Given that the smoking propensities of youths remain mysterious, it seems strange to tax the 98 percent of smokers who are adults in order to experiment on the two percent of smokers who aren’t. Here we arrive at the philosophical crux of the Democrats’ position. The White House believes higher cigarette prices will induce some adult smokers to quit and others to smoke less heavily, thereby improving their health.

This is an altogether new kind of justification for regulating cigarettes. It is not like banning smoking in the workplace, which protects nonsmokers from being forced to breathe in their coworkers’ secondhand smoke. Nor is it like restricting tobacco advertising, which protects children (who cannot always make informed decisions) from a dangerous product. Rather, the intent is to protect adult smokers from themselves. As a Treasury Department official concedes: Quite frankly, we’re making a paternalistic argument because it’s an addictive product.

The claim here is simple. Since nicotine is addictive, adult smokers cannot rationally choose how much they smoke. For purposes of the decision whether or not to smoke, they are, in effect, children. Therefore, the government will try to induce them to quit for their own good. Our view is that smoking is a regressive habit, argues Reed. The poor will pay more taxes, the Treasury Department official acknowledges, but they will gain disproportionately in health terms.

But there’s a paradox. The people gaining in health terms aren’t exactly the same people who pay the tax. Those who enjoy the most health benefits—the ones who reduce their smoking—will pay the least tax. Those who continue their smoking habit will get no health benefits at all but will pay the most tax.The minimum-wage worker who spends another five percent of his income on tobacco taxes will hardly be comforted by the knowledge that his neighbor who quit has added another couple of years to his life expectancy.

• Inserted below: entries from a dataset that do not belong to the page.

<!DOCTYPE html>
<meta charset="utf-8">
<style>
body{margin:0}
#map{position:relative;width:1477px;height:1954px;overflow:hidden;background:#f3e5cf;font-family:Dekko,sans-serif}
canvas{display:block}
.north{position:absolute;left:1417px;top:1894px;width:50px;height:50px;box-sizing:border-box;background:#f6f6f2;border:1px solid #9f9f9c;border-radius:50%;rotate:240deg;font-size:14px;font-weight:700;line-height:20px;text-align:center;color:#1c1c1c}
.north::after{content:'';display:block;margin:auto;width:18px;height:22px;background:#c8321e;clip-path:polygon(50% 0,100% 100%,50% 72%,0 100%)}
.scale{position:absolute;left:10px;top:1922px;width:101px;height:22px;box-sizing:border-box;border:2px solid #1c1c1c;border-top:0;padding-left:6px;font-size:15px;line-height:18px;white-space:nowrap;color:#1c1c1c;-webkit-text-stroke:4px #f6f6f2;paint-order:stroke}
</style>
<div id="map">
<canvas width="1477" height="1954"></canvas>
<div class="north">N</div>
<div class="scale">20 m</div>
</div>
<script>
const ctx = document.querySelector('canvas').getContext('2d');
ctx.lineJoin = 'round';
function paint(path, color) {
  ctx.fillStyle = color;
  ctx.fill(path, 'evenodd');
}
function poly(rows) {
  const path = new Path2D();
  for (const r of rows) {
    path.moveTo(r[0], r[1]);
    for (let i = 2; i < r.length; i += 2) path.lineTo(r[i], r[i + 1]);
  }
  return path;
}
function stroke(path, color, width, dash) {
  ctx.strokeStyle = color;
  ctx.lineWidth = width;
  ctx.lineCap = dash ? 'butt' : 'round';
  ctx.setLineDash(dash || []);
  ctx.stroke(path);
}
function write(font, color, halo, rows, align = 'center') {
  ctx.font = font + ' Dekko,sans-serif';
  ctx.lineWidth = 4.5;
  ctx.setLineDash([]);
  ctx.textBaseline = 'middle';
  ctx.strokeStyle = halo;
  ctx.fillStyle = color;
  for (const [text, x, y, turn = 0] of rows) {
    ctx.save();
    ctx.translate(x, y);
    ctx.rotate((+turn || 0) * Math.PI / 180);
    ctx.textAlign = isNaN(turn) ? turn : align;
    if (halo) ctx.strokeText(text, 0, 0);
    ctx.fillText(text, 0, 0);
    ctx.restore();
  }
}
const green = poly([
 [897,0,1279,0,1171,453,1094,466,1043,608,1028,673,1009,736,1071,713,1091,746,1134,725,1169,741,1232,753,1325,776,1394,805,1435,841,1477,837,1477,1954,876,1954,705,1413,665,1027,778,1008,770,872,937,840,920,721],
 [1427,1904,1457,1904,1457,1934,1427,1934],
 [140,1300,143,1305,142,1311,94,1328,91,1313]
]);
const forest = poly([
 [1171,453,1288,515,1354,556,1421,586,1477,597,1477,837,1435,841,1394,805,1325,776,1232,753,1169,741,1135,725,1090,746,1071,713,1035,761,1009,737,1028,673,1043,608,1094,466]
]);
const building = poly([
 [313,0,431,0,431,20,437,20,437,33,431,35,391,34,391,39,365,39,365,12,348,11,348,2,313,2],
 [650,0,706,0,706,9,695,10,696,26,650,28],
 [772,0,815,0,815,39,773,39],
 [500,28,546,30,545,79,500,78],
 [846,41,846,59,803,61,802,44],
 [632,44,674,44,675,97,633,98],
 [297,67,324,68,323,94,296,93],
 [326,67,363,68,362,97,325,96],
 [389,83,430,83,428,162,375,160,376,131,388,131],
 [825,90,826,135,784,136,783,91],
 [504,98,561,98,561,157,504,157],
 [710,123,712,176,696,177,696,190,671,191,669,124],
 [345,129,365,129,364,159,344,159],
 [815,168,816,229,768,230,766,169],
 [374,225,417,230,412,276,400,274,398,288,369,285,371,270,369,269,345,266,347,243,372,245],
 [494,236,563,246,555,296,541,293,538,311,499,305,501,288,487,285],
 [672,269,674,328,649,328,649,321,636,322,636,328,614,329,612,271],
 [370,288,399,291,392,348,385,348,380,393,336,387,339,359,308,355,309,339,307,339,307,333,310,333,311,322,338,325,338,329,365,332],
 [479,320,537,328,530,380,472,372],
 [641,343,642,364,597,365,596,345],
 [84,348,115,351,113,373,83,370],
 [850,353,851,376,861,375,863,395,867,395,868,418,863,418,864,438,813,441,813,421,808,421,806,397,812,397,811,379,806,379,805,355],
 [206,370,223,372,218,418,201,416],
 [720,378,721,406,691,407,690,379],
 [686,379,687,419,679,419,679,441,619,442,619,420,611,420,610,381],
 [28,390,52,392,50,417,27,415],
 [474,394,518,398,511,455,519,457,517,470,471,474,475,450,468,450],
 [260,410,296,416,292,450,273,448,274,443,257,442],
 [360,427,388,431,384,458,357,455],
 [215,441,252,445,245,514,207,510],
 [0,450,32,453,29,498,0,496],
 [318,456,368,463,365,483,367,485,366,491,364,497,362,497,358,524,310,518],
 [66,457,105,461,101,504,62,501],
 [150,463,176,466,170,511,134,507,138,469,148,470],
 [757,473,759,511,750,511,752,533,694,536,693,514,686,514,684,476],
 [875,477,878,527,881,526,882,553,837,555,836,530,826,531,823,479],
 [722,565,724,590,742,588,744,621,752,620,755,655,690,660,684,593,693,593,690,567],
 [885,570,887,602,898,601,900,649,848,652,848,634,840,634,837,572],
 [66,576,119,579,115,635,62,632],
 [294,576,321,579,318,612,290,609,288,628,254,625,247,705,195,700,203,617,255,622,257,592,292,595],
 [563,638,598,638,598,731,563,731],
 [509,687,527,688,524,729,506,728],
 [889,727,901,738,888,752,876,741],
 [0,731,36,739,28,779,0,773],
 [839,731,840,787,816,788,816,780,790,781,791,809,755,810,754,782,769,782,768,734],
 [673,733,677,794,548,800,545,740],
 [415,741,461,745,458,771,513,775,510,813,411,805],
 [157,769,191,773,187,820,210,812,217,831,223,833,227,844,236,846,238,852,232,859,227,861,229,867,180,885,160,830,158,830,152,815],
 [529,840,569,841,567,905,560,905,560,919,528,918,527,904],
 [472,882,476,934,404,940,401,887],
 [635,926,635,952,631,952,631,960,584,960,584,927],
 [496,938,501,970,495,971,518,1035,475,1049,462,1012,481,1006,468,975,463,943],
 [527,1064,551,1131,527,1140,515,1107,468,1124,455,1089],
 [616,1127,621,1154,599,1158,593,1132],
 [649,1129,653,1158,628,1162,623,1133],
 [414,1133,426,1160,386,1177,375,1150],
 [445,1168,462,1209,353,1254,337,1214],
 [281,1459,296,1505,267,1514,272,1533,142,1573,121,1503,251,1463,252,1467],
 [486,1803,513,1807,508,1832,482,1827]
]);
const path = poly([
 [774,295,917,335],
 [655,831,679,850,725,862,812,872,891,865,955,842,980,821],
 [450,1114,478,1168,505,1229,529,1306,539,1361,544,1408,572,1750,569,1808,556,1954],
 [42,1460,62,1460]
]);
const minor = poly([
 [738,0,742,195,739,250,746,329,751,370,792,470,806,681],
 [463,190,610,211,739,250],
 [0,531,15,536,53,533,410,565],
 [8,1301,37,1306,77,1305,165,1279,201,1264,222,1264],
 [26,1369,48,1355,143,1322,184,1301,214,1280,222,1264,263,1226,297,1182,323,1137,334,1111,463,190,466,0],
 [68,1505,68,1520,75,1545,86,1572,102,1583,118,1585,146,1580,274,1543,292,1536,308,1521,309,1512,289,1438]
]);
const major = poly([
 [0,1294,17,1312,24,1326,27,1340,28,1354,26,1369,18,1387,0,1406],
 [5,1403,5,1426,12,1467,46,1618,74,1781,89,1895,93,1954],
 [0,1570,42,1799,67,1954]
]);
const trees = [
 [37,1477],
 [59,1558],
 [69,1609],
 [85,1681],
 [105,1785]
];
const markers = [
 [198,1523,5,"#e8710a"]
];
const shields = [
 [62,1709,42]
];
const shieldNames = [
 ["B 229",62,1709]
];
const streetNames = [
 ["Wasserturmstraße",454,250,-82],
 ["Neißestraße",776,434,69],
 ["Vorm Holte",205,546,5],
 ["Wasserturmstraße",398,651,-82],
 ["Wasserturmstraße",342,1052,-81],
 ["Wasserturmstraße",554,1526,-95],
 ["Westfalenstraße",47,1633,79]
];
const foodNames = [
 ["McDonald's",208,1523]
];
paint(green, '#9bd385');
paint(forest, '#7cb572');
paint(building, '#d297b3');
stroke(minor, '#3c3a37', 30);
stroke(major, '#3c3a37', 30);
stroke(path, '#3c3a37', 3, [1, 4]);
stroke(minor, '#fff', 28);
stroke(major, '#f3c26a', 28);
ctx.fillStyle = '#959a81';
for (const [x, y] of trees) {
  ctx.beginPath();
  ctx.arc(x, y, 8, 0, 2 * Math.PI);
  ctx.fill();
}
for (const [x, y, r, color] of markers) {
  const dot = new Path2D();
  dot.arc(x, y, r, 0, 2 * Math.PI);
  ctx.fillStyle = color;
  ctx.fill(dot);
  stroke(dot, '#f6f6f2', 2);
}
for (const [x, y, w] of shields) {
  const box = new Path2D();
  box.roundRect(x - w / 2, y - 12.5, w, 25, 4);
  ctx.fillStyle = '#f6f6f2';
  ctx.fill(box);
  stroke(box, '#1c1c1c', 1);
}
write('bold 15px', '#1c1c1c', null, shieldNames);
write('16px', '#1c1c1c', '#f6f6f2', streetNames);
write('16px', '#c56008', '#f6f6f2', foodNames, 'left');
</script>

Second, the Clintonites are having it both ways about addiction. The addictiveness of smoking may offer a rationale for protecting smokers from themselves, but it undercuts the rationale for taxing them. Why punish people for behavior they can’t control?

The overriding problem with paternalism is that it overstates the meaning of addiction. Nicotine may be addictive, but that doesn’t mean smokers have lost all free will. One-half of all adults who have ever smoked have quit. As Harvard law professor W. Kip Viscusi shows in Smoking: Making the Risky Decision, smokers fully comprehend the health risks of cigarettes. Viscusi conducted surveys about the probability that cigarettes could cause lung cancer, for instance, and found that a large majority of the public overstates the risk of contracting lung cancer from smoking. Smoking, then, is not quite a fully rational decision to trade health and longevity for the pleasure of tobacco, but neither is it a purely compulsive tic of the helpless addict.

The tobacco industry has cheapened the language of individual freedom. But, in the end, smoking really is largely a personal decision. It’s fine to regulate cigarette advertising or to protect nonsmokers from secondhand smoke. These activities have broad effects. Liberalism also holds, however, that individuals should be able to make their own decisions on matters that only affect themselves. The hard choices come when the demands of economic justice and personal liberty collide. On the matter of cigarette taxes, the two values dovetail. How did liberals wind up on the other side?

This article appeared in the May 18, 1998 issue of the magazine.